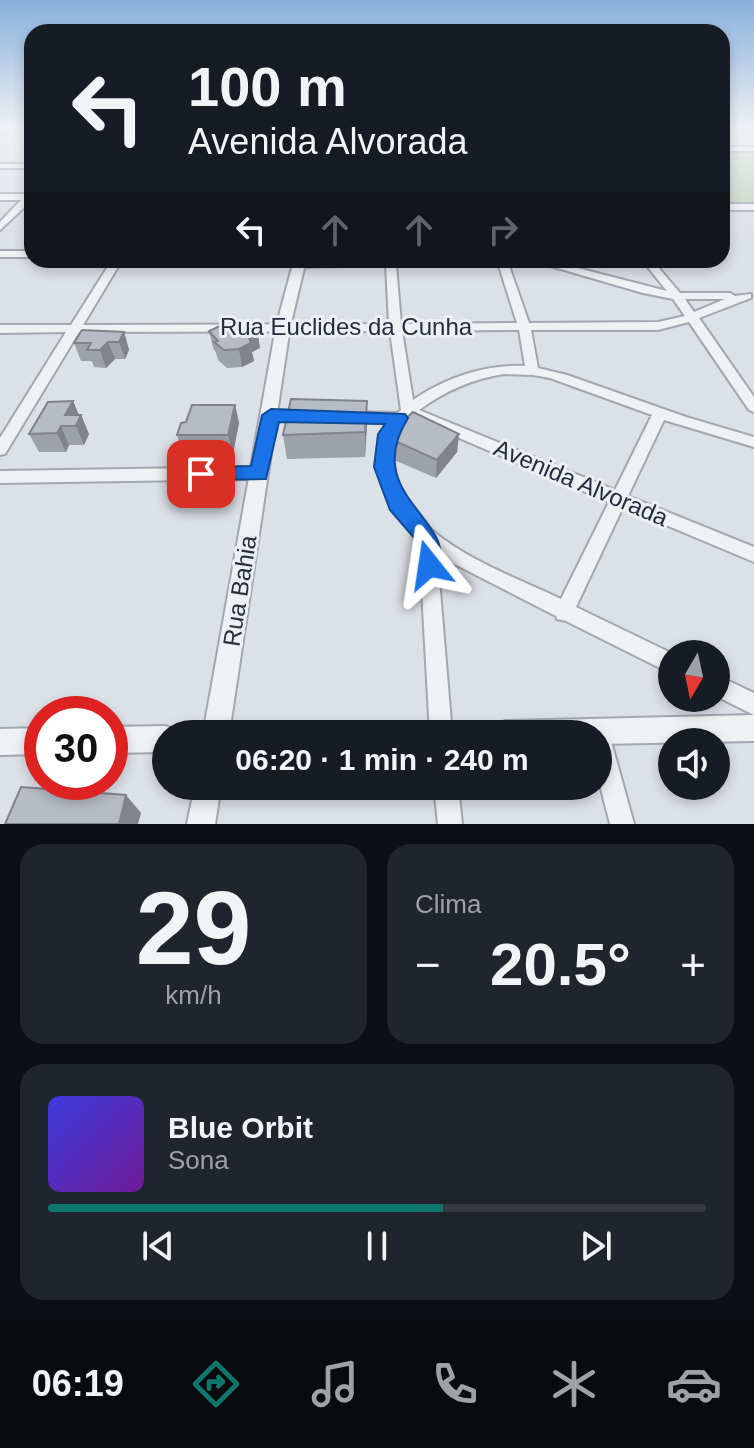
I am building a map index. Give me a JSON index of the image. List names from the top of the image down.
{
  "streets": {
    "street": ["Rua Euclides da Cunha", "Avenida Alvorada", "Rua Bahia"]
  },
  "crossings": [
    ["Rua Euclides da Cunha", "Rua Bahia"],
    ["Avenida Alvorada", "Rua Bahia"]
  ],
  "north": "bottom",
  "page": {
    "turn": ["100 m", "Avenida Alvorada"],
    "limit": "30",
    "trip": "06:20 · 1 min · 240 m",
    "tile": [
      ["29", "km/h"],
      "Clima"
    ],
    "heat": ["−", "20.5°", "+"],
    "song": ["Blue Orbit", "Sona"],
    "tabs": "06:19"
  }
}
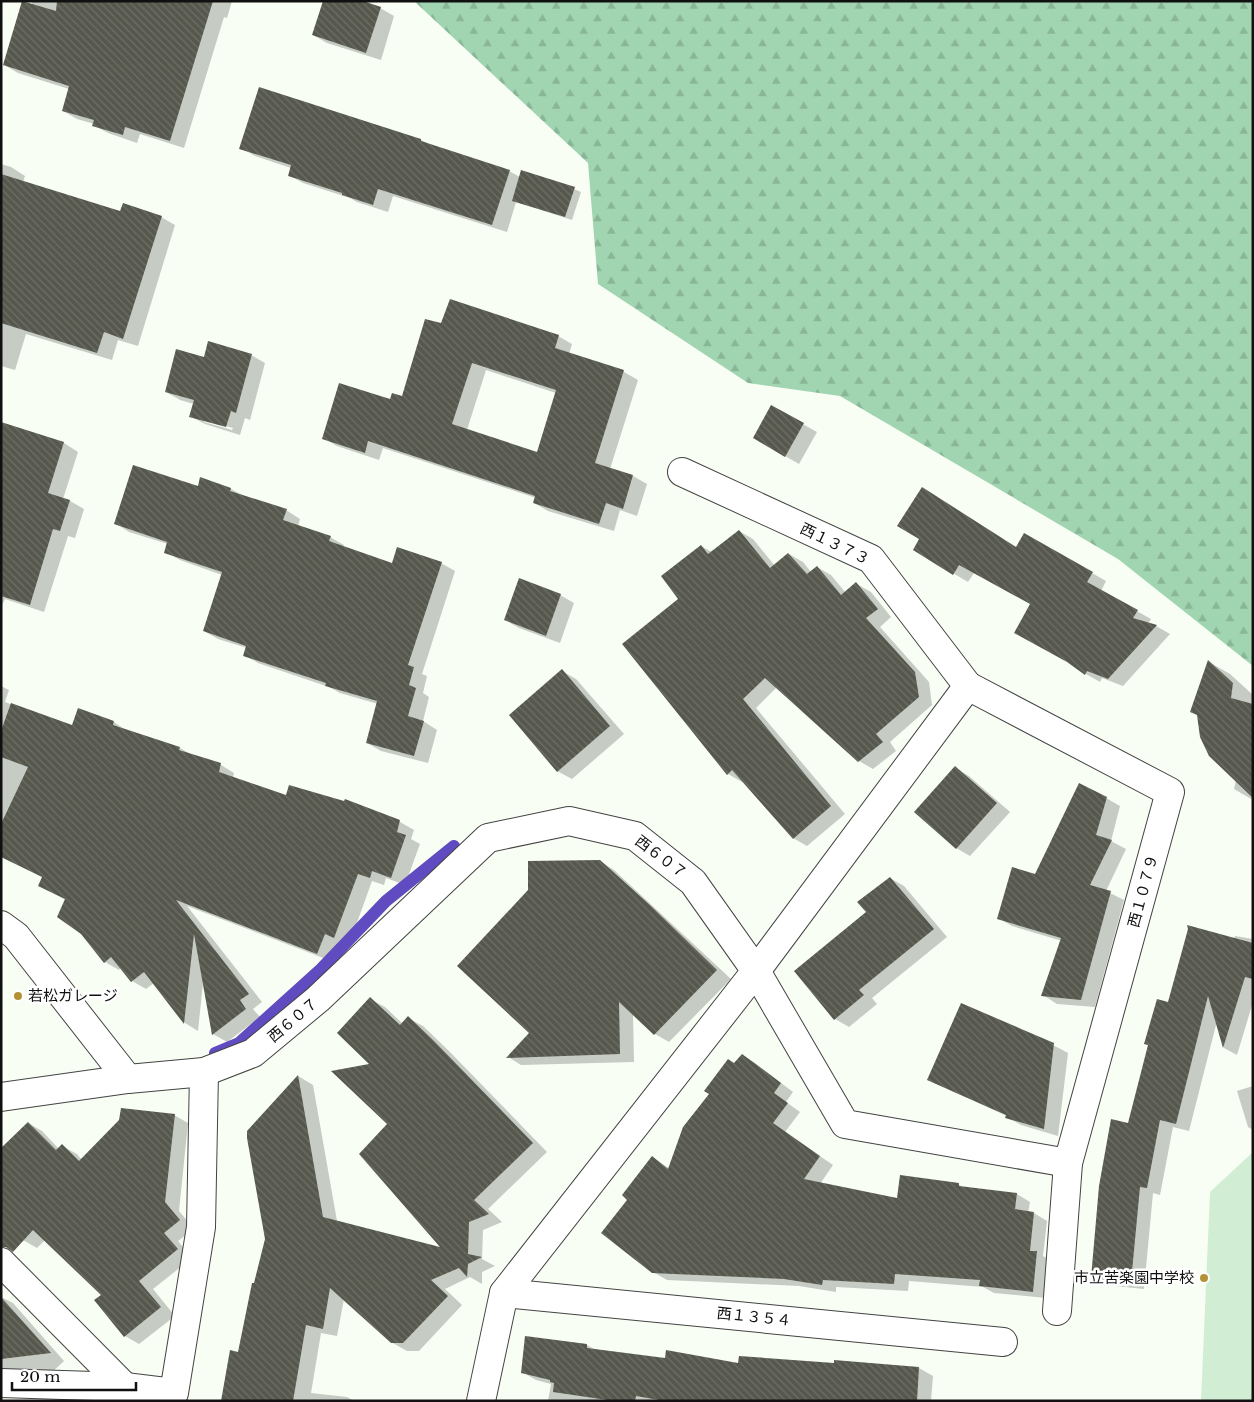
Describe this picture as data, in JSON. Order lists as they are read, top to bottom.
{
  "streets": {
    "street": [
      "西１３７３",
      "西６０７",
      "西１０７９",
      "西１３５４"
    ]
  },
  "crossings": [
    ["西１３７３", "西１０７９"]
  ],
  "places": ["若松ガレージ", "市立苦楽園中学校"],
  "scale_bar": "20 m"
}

——

### Work to complete
A word-for-word copy of the records above is needed, pictures excluded.

### Exercise response
I am building a map index. Give me a JSON index of the image. List names from the top of the image down.
{
  "streets": {
    "street": ["Rua Euclides da Cunha", "Avenida Alvorada", "Rua Bahia"]
  },
  "crossings": [
    ["Rua Euclides da Cunha", "Rua Bahia"],
    ["Avenida Alvorada", "Rua Bahia"]
  ],
  "north": "bottom",
  "page": {
    "turn": ["100 m", "Avenida Alvorada"],
    "limit": "30",
    "trip": "06:20 · 1 min · 240 m",
    "tile": [
      ["29", "km/h"],
      "Clima"
    ],
    "heat": ["−", "20.5°", "+"],
    "song": ["Blue Orbit", "Sona"],
    "tabs": "06:19"
  }
}
Describe this picture as data, in JSON. Order lists as they are read, top to bottom.
{
  "streets": {
    "street": [
      "西１３７３",
      "西６０７",
      "西１０７９",
      "西１３５４"
    ]
  },
  "crossings": [
    ["西１３７３", "西１０７９"]
  ],
  "places": ["若松ガレージ", "市立苦楽園中学校"],
  "scale_bar": "20 m"
}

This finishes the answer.